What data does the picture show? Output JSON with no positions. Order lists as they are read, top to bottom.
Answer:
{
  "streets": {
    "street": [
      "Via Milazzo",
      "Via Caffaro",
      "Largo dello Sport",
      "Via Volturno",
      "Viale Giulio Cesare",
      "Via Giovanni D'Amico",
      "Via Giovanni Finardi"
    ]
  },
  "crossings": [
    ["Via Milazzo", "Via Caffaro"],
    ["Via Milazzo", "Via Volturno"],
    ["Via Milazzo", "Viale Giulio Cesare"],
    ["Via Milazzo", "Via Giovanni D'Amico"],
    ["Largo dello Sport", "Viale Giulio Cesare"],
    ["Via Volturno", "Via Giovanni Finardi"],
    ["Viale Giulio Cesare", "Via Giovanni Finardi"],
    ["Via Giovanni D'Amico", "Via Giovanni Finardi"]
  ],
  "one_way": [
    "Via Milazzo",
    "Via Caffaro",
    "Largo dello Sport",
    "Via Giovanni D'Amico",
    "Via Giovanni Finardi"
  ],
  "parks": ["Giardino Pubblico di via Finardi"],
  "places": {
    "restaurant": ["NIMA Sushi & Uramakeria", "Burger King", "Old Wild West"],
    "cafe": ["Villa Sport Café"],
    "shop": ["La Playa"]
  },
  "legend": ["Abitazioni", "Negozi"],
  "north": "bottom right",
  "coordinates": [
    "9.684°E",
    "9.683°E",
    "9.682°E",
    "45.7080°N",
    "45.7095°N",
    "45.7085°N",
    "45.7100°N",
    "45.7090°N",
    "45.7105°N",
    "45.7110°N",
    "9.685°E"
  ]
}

What the task asks: Make an exact transcription of the entries.

Task output:
What data does the picture show? Output JSON with no positions. Order lists as they are read, top to bottom.
Answer:
{
  "streets": {
    "street": [
      "Via Milazzo",
      "Via Caffaro",
      "Largo dello Sport",
      "Via Volturno",
      "Viale Giulio Cesare",
      "Via Giovanni D'Amico",
      "Via Giovanni Finardi"
    ]
  },
  "crossings": [
    ["Via Milazzo", "Via Caffaro"],
    ["Via Milazzo", "Via Volturno"],
    ["Via Milazzo", "Viale Giulio Cesare"],
    ["Via Milazzo", "Via Giovanni D'Amico"],
    ["Largo dello Sport", "Viale Giulio Cesare"],
    ["Via Volturno", "Via Giovanni Finardi"],
    ["Viale Giulio Cesare", "Via Giovanni Finardi"],
    ["Via Giovanni D'Amico", "Via Giovanni Finardi"]
  ],
  "one_way": [
    "Via Milazzo",
    "Via Caffaro",
    "Largo dello Sport",
    "Via Giovanni D'Amico",
    "Via Giovanni Finardi"
  ],
  "parks": ["Giardino Pubblico di via Finardi"],
  "places": {
    "restaurant": ["NIMA Sushi & Uramakeria", "Burger King", "Old Wild West"],
    "cafe": ["Villa Sport Café"],
    "shop": ["La Playa"]
  },
  "legend": ["Abitazioni", "Negozi"],
  "north": "bottom right",
  "coordinates": [
    "9.684°E",
    "9.683°E",
    "9.682°E",
    "45.7080°N",
    "45.7095°N",
    "45.7085°N",
    "45.7100°N",
    "45.7090°N",
    "45.7105°N",
    "45.7110°N",
    "9.685°E"
  ]
}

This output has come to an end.